_GIVEN ENTRIES_
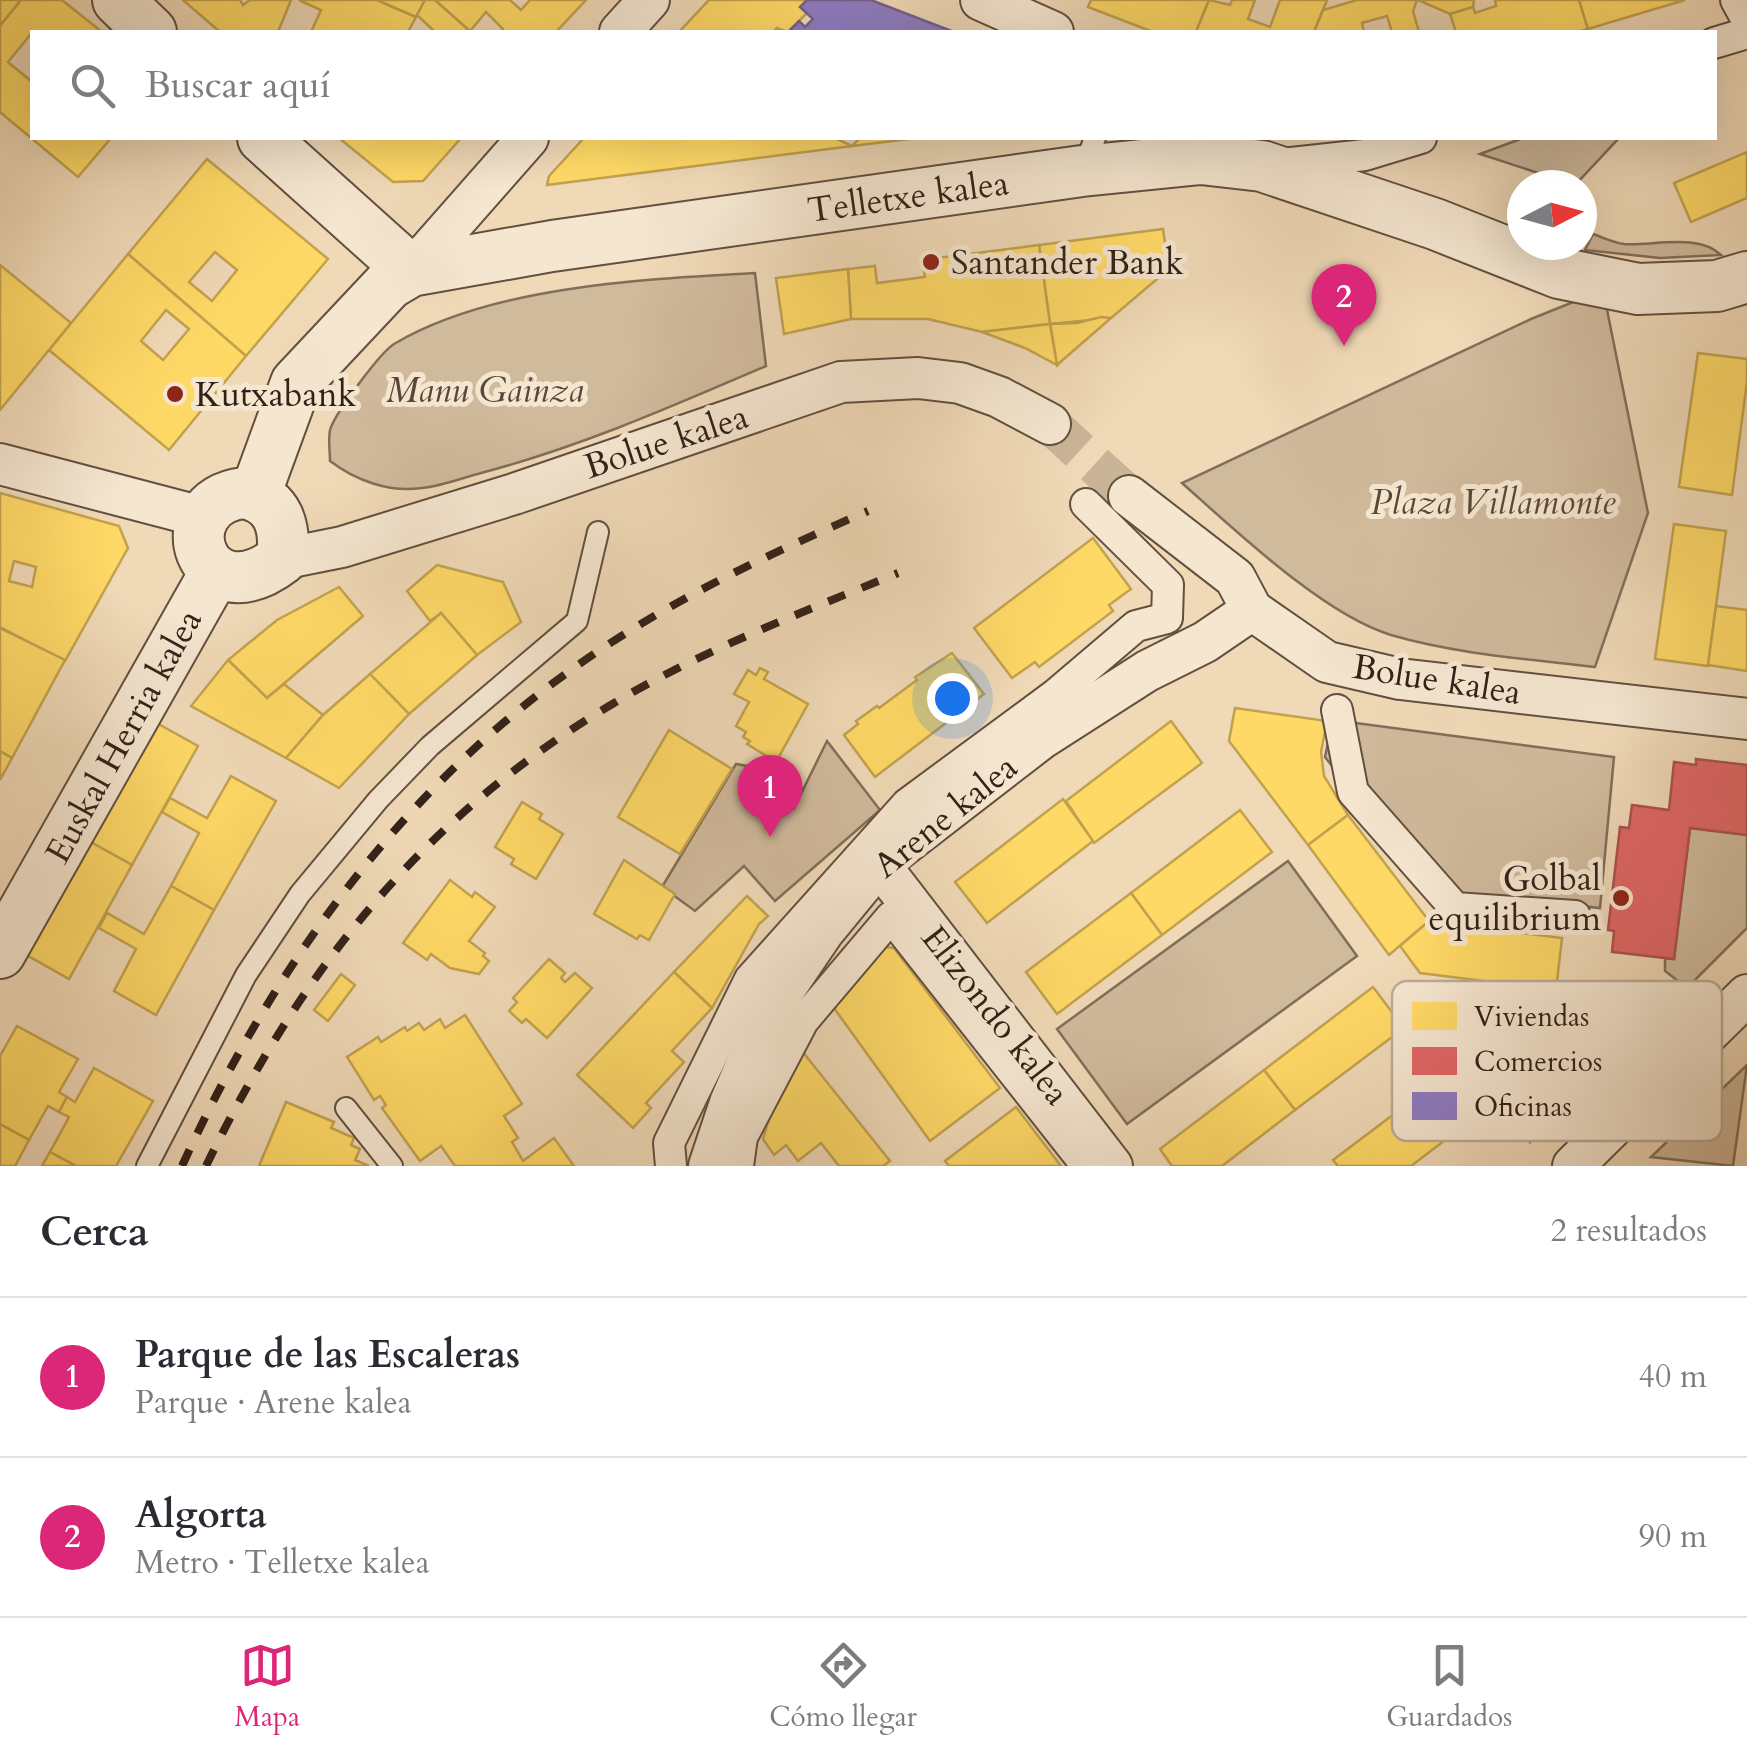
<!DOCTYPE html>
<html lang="es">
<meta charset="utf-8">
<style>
body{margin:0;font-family:Cardo,serif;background:#f2f2f3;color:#2b2b33}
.compass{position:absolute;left:1507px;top:170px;width:90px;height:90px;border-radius:50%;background:#fff;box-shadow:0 10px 40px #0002;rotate:84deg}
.you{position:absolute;left:952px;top:698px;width:35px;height:35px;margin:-25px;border:8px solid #fff;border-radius:50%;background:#1a73e8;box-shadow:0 0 0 15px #1a73e833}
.badge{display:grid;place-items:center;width:65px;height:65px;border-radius:50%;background:#db2777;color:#fff;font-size:32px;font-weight:700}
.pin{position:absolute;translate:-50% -82px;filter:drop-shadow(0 2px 5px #0008)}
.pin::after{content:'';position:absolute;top:52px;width:35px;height:30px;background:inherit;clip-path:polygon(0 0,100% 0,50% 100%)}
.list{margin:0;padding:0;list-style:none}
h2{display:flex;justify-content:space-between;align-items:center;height:130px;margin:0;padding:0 40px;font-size:42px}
h2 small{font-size:32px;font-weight:400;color:#7c7c81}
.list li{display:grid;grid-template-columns:65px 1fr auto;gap:30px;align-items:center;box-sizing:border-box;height:160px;padding:0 40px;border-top:2px solid #e1e1e2}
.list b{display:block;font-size:38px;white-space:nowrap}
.list p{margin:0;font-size:32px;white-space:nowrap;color:#7c7c81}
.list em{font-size:32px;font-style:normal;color:#7c7c81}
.icon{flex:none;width:55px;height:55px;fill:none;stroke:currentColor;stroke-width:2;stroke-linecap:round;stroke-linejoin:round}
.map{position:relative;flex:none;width:1747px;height:1166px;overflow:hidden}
.search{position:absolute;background:#fff;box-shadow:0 10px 40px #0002;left:30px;right:30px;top:30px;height:110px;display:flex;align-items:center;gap:25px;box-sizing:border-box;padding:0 35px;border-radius:0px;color:#7c7c81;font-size:38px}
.sheet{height:450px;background:#fff}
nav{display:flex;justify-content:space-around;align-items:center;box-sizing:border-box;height:140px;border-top:2px solid #e1e1e2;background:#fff;font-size:28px;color:#7c7c81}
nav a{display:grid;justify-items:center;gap:5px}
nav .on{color:#db2777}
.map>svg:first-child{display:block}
</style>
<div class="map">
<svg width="1747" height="1166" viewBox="0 0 1747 1166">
<rect width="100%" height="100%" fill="#f0d9b7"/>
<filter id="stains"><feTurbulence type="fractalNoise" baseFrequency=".002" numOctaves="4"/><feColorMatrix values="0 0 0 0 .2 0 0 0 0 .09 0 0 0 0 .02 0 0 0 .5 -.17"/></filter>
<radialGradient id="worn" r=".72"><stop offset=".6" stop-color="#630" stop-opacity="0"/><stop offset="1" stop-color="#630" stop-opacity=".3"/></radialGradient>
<g fill="#d0ba9c" stroke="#816e5a" stroke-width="2.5">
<polygon points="1523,138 1619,138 1575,185 1480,154"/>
<path d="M1593,234C1602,237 1614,243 1624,244C1653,246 1698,233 1721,255L1660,258L1585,250Z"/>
<path d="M755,273L766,366C673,406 580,447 481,473C462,478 442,486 422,488C389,493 355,480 330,461C330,452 328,439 330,430C335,413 380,353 394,344C491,286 644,279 755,273Z"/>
<path d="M1603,290L1648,513L1595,667C1527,659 1456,654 1391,635C1324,615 1235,530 1182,483L1531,319Z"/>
<polygon points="1333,720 1614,757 1600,908 1430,890 1325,757"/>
<polygon points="827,741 880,810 775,901 744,866 695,911 662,887 736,764 773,771 794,808"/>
<polygon points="1690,828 1747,835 1747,928 1687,988 1665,971 1665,958 1674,959"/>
<polygon points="1288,861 1357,956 1127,1124 1057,1029"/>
<polygon points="1485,1020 1573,1030 1565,1103 1530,1142 1453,1043"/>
<polygon points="1747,1065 1733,1166 1651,1157"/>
</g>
<g fill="#ffd966" stroke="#c2a24f" stroke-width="2.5" fill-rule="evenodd">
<polygon points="0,0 21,0 0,26"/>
<polygon points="21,0 62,0 102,32 32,32 32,37 30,35 8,62 31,81 32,79 32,138 111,138 78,177 0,112 0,26"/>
<polygon points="183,0 240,0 243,5 250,0 291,0 278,32 220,32"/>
<polygon points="299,0 377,0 416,17 408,32 311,32 321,10"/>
<polygon points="377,0 425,0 416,17"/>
<polygon points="425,0 435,0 471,32 435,32 417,15"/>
<polygon points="435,0 510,0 521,10 530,0 586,0 556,32 500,32 503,29 486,12 470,31"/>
<polygon points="709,0 807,0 800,7 807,13 788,32 777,28 773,32 679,32"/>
<polygon points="1091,0 1209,0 1196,32 1153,32 1088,7"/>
<polygon points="1209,0 1230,5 1232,0 1255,0 1248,19 1270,27 1280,0 1327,0 1314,32 1196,32"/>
<polygon points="1357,0 1417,0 1413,11 1419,32 1392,32 1387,16 1362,23 1364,32 1314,32 1323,10"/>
<polygon points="1418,0 1474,0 1473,7 1450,14"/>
<polygon points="1495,0 1579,0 1588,29 1577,32 1456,32 1450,14 1473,7 1475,13 1496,6"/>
<polygon points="1579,0 1685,0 1588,29"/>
<polygon points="339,138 461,138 423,181 393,182"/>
<polygon points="584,138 835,138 852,146 547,185 549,176"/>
<polygon points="860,138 917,138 852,146"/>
<polygon points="1747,152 1747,198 1691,222 1674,183"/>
<path d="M207,159L328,259L246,356L128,254ZM215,252L237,270L212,301L189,282Z"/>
<polygon points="1163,229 1169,269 1111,318 1050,324 1039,245"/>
<polygon points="1039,245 1050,324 982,332 928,319 851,319 848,269 875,266 877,283 925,277 922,260"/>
<path d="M128,254L246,356L169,450L49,350ZM166,310L189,329L163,360L141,341Z"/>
<polygon points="0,265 71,323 0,410"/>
<polygon points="848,269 851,319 784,334 776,278"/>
<polygon points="1101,317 1111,318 1057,365 1050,324 1077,323"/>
<polygon points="1050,324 1057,365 1025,348 982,332"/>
<polygon points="1698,353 1747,359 1747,382 1732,495 1679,487"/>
<path d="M0,493L119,526L128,548L65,661L0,627ZM14,561L36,567L32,587L9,581Z"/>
<polygon points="1674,524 1726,531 1708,666 1655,659"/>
<polygon points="1093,538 1131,589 1109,605 1113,611 1039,667 1035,662 1012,678 974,628"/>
<polygon points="437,565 503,582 521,622 477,655 441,613 430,621 407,591"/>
<polygon points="339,587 363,616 267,698 228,660 277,620"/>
<polygon points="1716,606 1747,610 1747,671 1708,665"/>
<polygon points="441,613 477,655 409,714 370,674"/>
<polygon points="0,628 65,660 12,758 0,751"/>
<polygon points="952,653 984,694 875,777 844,735 858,724 856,721 877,706 879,708 917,680 915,677"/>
<polygon points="228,660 267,698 284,684 323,715 286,758 191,706"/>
<polygon points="760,668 768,672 764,679 808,704 776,762 747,744 750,741 743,737 746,732 736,726 749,702 734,694 748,670 756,675"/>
<polygon points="370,674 409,714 339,788 286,758 323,715"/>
<polygon points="1235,708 1327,721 1321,752 1324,776 1348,815 1308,845 1229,741"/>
<polygon points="153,721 198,746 132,865 87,840"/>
<polygon points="1171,721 1202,763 1094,843 1066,801"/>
<polygon points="669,730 732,769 680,854 618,817"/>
<polygon points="0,751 12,758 0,780"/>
<polygon points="231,776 276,801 214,910 171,886 199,833 162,812 170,798 207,818"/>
<polygon points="1063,799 1093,841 987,923 955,882"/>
<polygon points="522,802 542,814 539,819 563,834 536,879 511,864 514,859 495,847"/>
<polygon points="1240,810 1272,852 1162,935 1131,893"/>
<polygon points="1348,815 1429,921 1389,955 1308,845"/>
<polygon points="87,840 132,865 69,979 23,953"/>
<polygon points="624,860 675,894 649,940 640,935 637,939 594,914"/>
<polygon points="450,880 472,897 475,892 495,907 469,941 485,953 483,956 489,961 479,974 450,968 431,954 427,960 403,943"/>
<polygon points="171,886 214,910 156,1015 114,991 136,949 99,928 107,913 144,934"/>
<polygon points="1131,893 1162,935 1057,1014 1026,972"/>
<polygon points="747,896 768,916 759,924 712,1008 674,972"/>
<polygon points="1429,921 1562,938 1556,990 1420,973 1400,946"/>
<polygon points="864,944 894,948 1000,1088 930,1141 826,997"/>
<polygon points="549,959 565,973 561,978 565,982 575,973 592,988 547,1038 526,1019 522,1023 509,1011 517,1002 513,998"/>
<polygon points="674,972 712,1008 672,1051 684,1062 646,1103 651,1108 633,1128 577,1075"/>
<polygon points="341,974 355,985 328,1021 314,1010"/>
<polygon points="1373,987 1404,1028 1295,1110 1264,1070"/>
<polygon points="465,1015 522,1104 504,1116 518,1138 512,1142 523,1161 554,1138 574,1166 455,1166 441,1146 420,1161 382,1108 386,1105 380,1096 374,1100 347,1057 378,1037 381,1042 405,1027 407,1031 419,1023 424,1030 440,1019 445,1028"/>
<polygon points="17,1026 78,1059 59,1092 67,1097 59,1112 48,1106 29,1140 0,1124 0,1056"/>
<polygon points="802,1051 890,1161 883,1166 839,1166 821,1143 798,1161 786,1145 774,1155 763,1139 774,1102"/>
<polygon points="94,1068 153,1101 116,1166 76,1166 50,1152 69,1117 59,1112 67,1097 75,1102"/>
<polygon points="1264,1070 1295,1110 1222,1166 1172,1166 1160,1149"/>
<polygon points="1442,1078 1473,1119 1411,1166 1338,1166 1333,1160"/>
<polygon points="286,1102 334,1122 331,1128 354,1138 351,1145 360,1149 355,1160 369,1166 259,1166"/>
<polygon points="1016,1107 1061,1166 949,1166 945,1161"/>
<polygon points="0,1124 29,1140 15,1166 0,1166"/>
<polygon points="50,1152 76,1166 42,1166"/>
</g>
<polygon fill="#e06666" stroke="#ac514f" stroke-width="2.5" points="1696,759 1747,765 1747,835 1690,828 1674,959 1612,952 1614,931 1608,930 1620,827 1629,828 1632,805 1669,810 1674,762 1696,765"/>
<polygon fill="#8e7cc3" stroke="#726190" stroke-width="2.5" points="807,0 871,0 954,32 788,32 799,21 805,27 813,19 800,7"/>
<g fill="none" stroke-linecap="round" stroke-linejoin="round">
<polyline stroke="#cab497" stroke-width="40" stroke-dasharray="40 20" stroke-linecap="butt" points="1050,424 1129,496"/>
<g stroke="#624f40" stroke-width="24">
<g id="service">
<polyline points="1083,169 1095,138"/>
<polyline points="346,1108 392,1166"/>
<polyline points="147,1166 246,975 300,894 378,800 430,746 577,621 598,532"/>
</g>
</g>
<g stroke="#624f40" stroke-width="34">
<g id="pedestrian">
<polyline points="1736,0 1747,20"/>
<polyline points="1714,43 1747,33"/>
<polyline points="1282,164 1365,155 1421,138"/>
<polyline points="1337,710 1353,792 1455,908 1575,916"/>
<polyline points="671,1166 669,1143 750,979 907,804 1056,694 1136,626 1167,618 1168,585 1086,504"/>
<polyline points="738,1166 742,1137 803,1021 891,917 1087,1166"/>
</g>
</g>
<g stroke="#624f40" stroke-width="44">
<g id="minor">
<polyline points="981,0 1053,32"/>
<polyline points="620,32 649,0"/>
<polyline points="411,271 528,138"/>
<polyline points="0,464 202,517"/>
<polyline points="1129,496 1235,578 1252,610 1327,662 1400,679 1747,719"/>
<polyline points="282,559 342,547 514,494 841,382 918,378 960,383 999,397 1050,424"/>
<polyline points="879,864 1112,1166"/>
<polyline points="709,1166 730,1103 769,1012 824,931 879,864 1041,739 1147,671 1205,642 1252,610"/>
<polyline points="1573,1166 1747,995"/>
</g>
</g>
<g stroke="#624f40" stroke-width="54">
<g id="tertiary">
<polyline points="118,0 151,32"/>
<polyline points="263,138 411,271"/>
<path d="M244,493C279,500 286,527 282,559C200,622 163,502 244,493Z"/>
<polyline points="255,495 296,383 389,284 411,271 552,246 1082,171 1201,159 1262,166 1435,224 1559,273 1638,289 1717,286 1747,277"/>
<polyline points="0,953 216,571"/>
</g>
</g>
<use href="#service" stroke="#f5e6d0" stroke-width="20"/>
<use href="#pedestrian" stroke="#f5e6d0" stroke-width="30"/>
<use href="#minor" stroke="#f5e6d0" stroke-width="40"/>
<use href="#tertiary" stroke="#f5e6d0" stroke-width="50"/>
<g stroke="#322119" stroke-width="8" stroke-dasharray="18 18" stroke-linecap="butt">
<path d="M182,1166C273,966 404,784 588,658C675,598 771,553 868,511"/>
<path d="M206,1166C301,970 421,819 609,706C700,651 801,613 898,573"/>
</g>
</g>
<g fill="#8f2418" stroke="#f5e6d0" stroke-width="4">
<circle cx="931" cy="262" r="10"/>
<circle cx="175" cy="394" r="10"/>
<circle cx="1621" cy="898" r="10"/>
</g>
<g text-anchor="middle" stroke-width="10" stroke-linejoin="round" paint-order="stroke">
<g font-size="35" fill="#322119" stroke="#f5e6d0">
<text transform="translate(908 196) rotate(-8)" y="12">Telletxe kalea</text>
<text transform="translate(666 441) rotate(-18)" y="12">Bolue kalea</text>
<text transform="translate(1437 679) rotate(9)" y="12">Bolue kalea</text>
<text transform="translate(123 736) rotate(-61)" y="12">Euskal Herria kalea</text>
<text transform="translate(945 816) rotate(-39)" y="12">Arene kalea</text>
<text transform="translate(996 1015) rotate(52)" y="12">Elizondo kalea</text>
</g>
<g font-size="35" fill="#322119" stroke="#f5e6d0" text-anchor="start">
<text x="951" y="274">Santander Bank</text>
<text x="195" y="406">Kutxabank</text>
<text x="1601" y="890" text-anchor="end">Golbal<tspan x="1601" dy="40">equilibrium</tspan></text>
</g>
<g font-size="35" font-style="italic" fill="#5a473a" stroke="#f5e6d0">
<text x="485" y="402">Manu Gainza</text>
<text x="1493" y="514">Plaza Villamonte</text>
</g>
</g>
<rect x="1392" y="981" width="330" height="160" rx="15" fill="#f5e6d0" stroke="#baab99" stroke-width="2.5"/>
<rect x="1412" y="1002" width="45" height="28" fill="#ffd966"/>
<rect x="1412" y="1047" width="45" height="28" fill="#e06666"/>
<rect x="1412" y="1092" width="45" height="28" fill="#8e7cc3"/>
<g font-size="28" fill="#322119">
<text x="1474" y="1026">Viviendas</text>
<text x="1474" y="1071">Comercios</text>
<text x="1474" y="1116">Oficinas</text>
</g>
<rect width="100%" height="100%" filter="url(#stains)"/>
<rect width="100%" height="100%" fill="url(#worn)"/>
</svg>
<svg class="compass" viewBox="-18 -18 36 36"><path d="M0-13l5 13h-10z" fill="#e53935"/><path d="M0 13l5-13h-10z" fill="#7c7c81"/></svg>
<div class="you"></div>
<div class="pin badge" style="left:770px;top:837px">1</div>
<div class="pin badge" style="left:1344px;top:346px">2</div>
<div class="search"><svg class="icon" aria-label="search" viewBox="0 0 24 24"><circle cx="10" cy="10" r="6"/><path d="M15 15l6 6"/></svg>Buscar aquí</div>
</div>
<section class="sheet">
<h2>Cerca<small>2 resultados</small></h2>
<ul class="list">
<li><span class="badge">1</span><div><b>Parque de las Escaleras</b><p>Parque · Arene kalea</p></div><em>40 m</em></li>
<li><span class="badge">2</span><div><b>Algorta</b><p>Metro · Telletxe kalea</p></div><em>90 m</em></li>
</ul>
</section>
<nav>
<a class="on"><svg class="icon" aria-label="map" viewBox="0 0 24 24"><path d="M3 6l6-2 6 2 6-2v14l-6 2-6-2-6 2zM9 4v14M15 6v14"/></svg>Mapa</a>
<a><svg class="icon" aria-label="directions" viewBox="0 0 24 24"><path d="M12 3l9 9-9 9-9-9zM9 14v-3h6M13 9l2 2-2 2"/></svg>Cómo llegar</a>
<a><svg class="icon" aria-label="saved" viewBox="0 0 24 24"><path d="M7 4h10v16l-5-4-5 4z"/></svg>Guardados</a>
</nav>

_TASK DETAILS_
Repeat, with no pictures, every line from the top of the entries above through the line that has "solid #fff;border-radius:50%;background:#1a73e8;box-shadow:0 0", keeping each one exact.

_WRITTEN RESPONSE_
<!DOCTYPE html>
<html lang="es">
<meta charset="utf-8">
<style>
body{margin:0;font-family:Cardo,serif;background:#f2f2f3;color:#2b2b33}
.compass{position:absolute;left:1507px;top:170px;width:90px;height:90px;border-radius:50%;background:#fff;box-shadow:0 10px 40px #0002;rotate:84deg}
.you{position:absolute;left:952px;top:698px;width:35px;height:35px;margin:-25px;border:8px solid #fff;border-radius:50%;background:#1a73e8;box-shadow:0 0 0 15px #1a73e833}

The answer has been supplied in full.